Re: automatic testing of cgroup writeback limiting

Tejun Heo <tj@xxxxxxxxxx> · Thu, 3 Dec 2015 10:38:00 -0500

Hello, Lutz.

On Thu, Dec 03, 2015 at 01:18:48AM +0100, Lutz Vieweg wrote:
> On 12/01/2015 05:38 PM, Tejun Heo wrote:
> >As opposed to pages.  cgroup ownership is tracked per inode, not per
> >page, so if multiple cgroups write to the same inode at the same time,
> >some IOs will be incorrectly attributed.
> 
> I can't think of use cases where this could become a problem.
> If more than one user/container/VM is allowed to write to the
> same file at any one time, isolation is probably absent anyway ;-)

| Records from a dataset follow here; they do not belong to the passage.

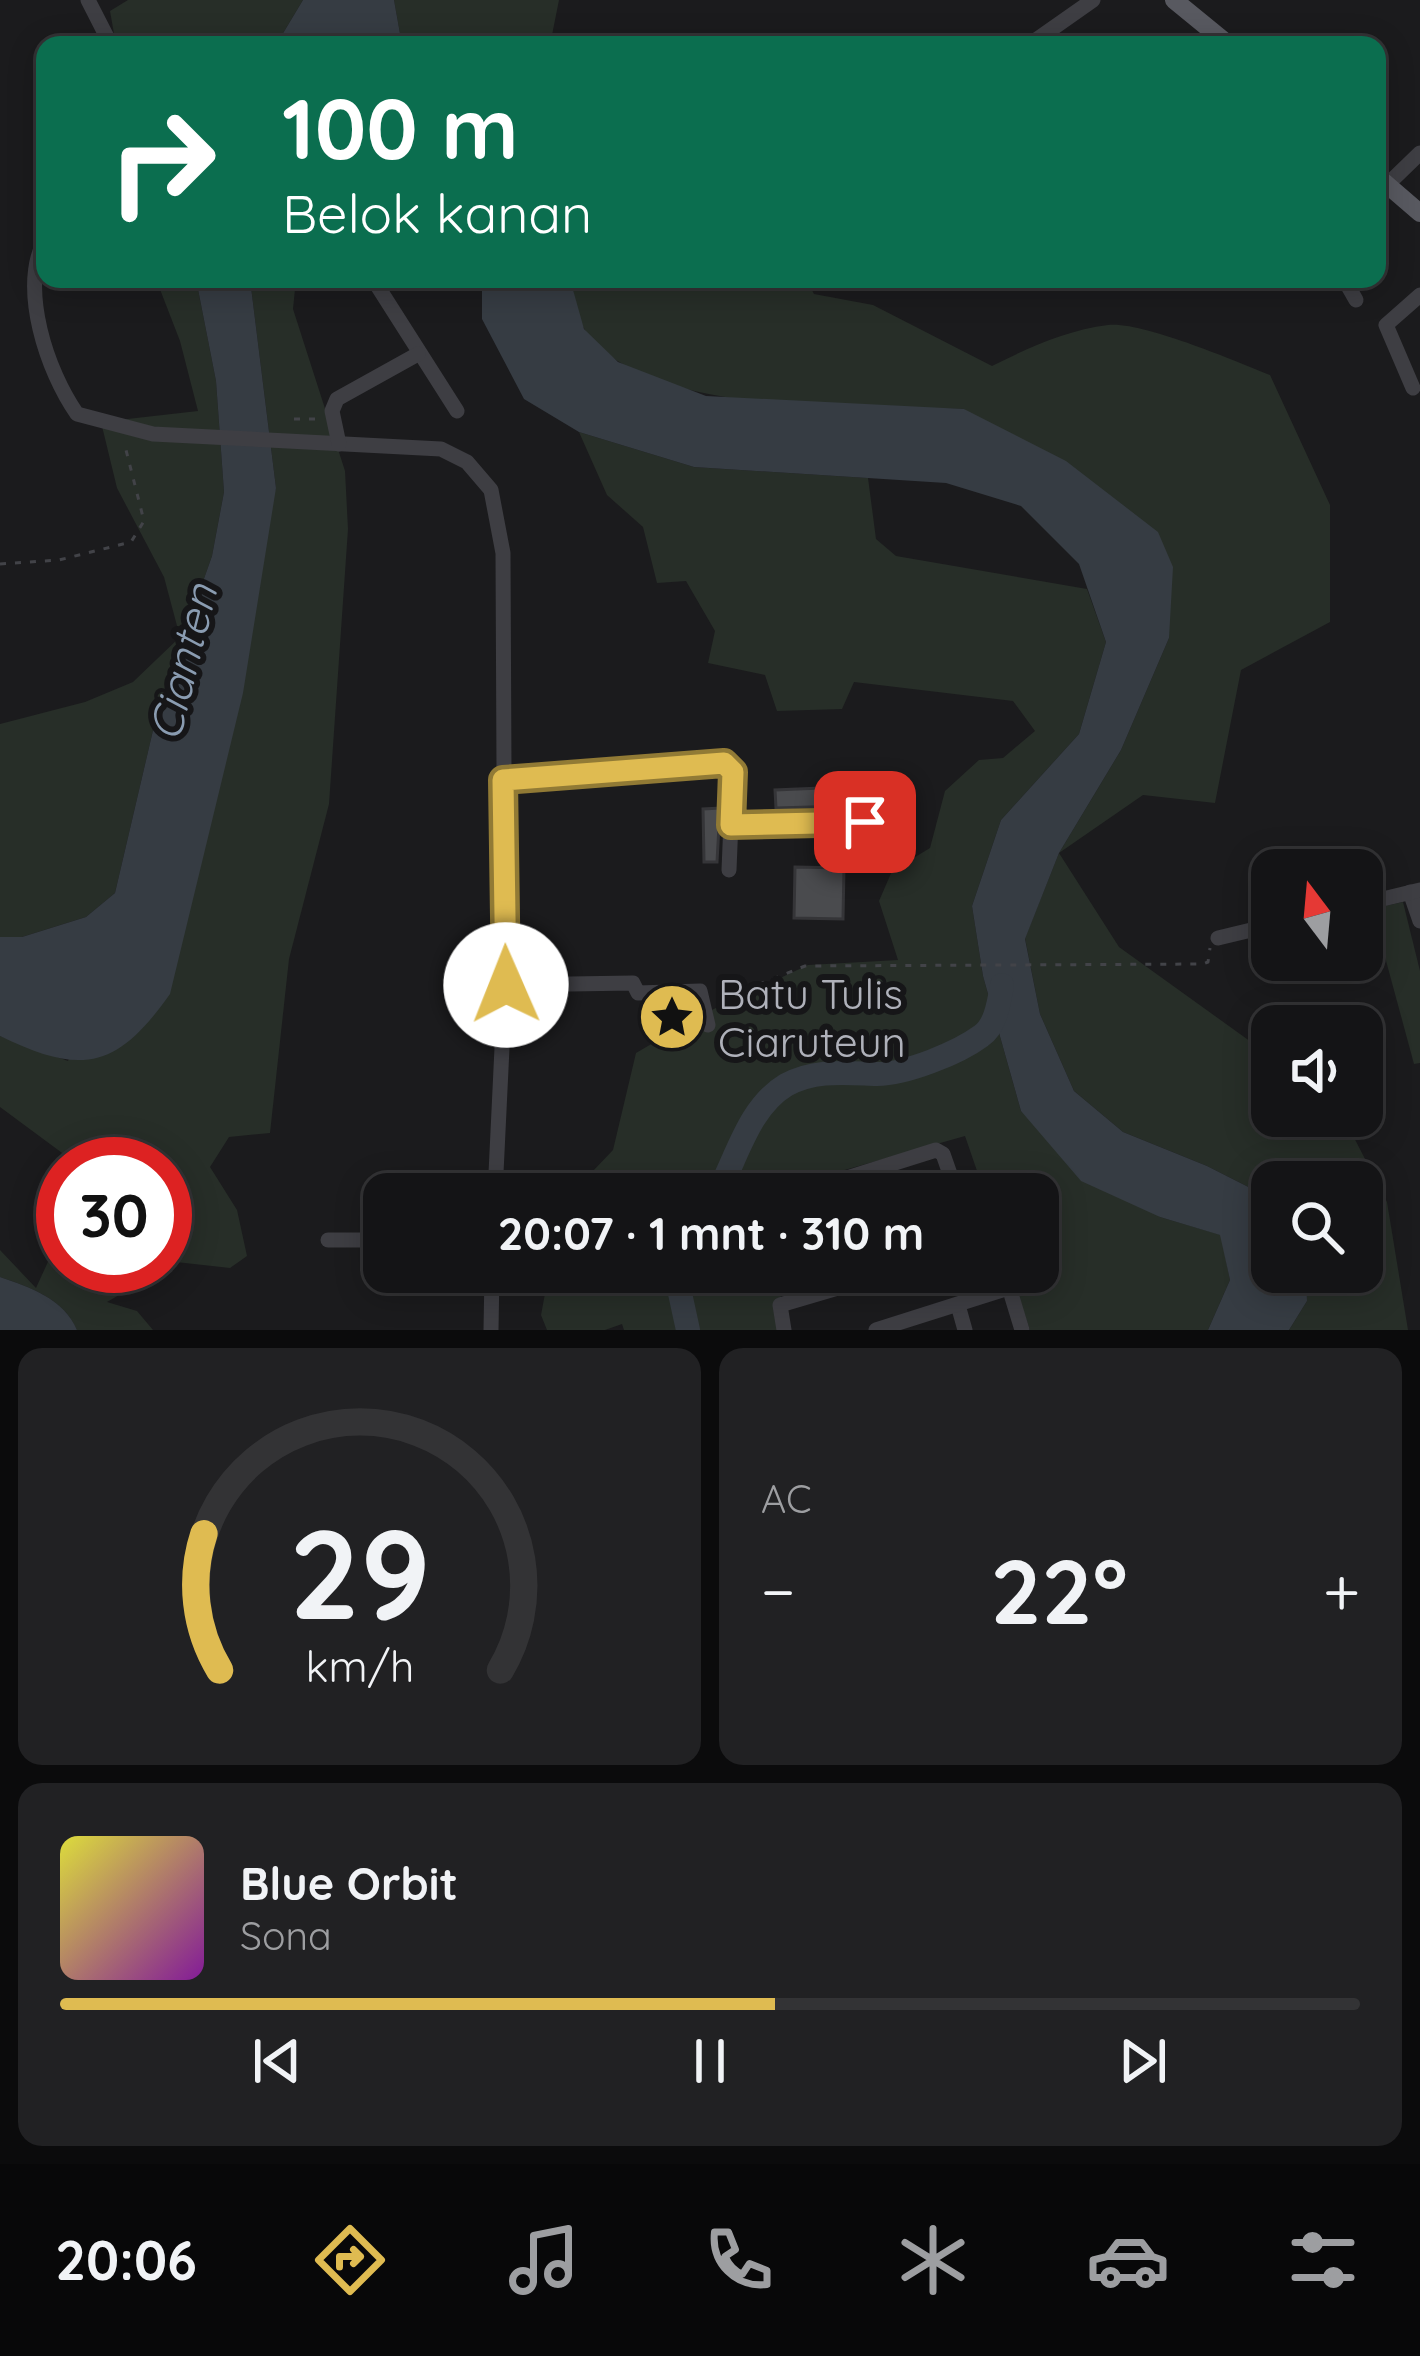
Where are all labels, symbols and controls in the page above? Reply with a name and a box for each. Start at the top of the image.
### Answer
text: 100 m [282,75,519,180]
icon: right [84,84,240,240]
text: Belok kanan [282,179,592,247]
water label: Cianten [136,577,229,746]
pin [814,771,916,873]
icon: arrive [832,789,898,855]
north arrow [1251,849,1383,981]
map controls [1251,849,1383,1293]
position arrow [443,922,569,1048]
place label: Batu Tulis Ciaruteun [718,967,906,1068]
place icon: Batu Tulis Ciaruteun [637,982,707,1052]
button: sound [1251,1005,1383,1137]
speed limit sign: 30 [36,1137,192,1293]
button: search [1251,1161,1383,1293]
text: 20:07 · 1 mnt · 310 m [498,1205,924,1261]
text: AC [761,1474,812,1523]
text: 29 [289,1494,430,1650]
text: 22° [990,1534,1128,1647]
text: − [761,1549,795,1632]
text: + [1323,1549,1360,1632]
text: km/h [305,1638,414,1692]
text: Blue Orbit [240,1855,458,1911]
text: Sona [240,1911,332,1960]
icon: previous [244,2028,310,2094]
icon: pause [677,2028,743,2094]
icon: next [1110,2028,1176,2094]
icon: directions [308,2218,392,2302]
icon: music [502,2218,586,2302]
icon: phone [697,2218,781,2302]
icon: climate [891,2218,975,2302]
icon: car [1086,2218,1170,2302]
icon: filters [1281,2218,1365,2302]
text: 20:06 [55,2226,197,2294]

Yeap, that's why the trade-off was made.

> >cgroup ownership is per-inode.  IO throttling is per-device, so as
> >long as multiple filesystems map to the same device, they fall under
> >the same limit.
> 
> Good, that's why I assumed it useful to include a scenario with more
> than one filesystem on the same device into the test scenario, just
> to know whether there are unexpected issues if more than one filesystem
> utilizes the same underlying device.

Sure, I'd recommend including multiple writers on a single filesystem
case too as that exposes entanglement in metadata handling.  That
should expose problems in more places.

> I wrote of "evil" processes for simplicity, but 99 out of 100 times
> it's not intentional "evilness" that makes a process exhaust I/O
> bandwidth of some device shared with other users/containers/VMs, it's
> usually just bugs, inconsiderate programming or inappropriate use
> that makes one process write like crazy, making other
> users/containers/VMs suffer.

Right now, what cgroup writeback can control is well-behaving
workloads which aren't dominated by metadata writeback.  We still have
ways to go but it still is a huge leap compared to what we had before.

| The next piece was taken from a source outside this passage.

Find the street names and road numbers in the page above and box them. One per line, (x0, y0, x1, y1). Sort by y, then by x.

> Whereever strict service level guarantees are relevant, and
> applications require writing to storage, you currently cannot
> consolidate two or more applications onto the same physical host,
> even if they run under separate users/containers/VMs.

You're right.  It can't do isolation well enough for things like
strict service level guarantee.

> I understand there is no short or medium term solution that
> would allow to isolate processes writing to the same filesytem
> (because of the meta data writing), but is it correct to say
> that at least VMs, which do not allow the virtual guest to
> cause extensive meta data writes on the physical host, only
> writes into pre-allocated image files, can be safely isolated
> by the new "buffered write accounting"?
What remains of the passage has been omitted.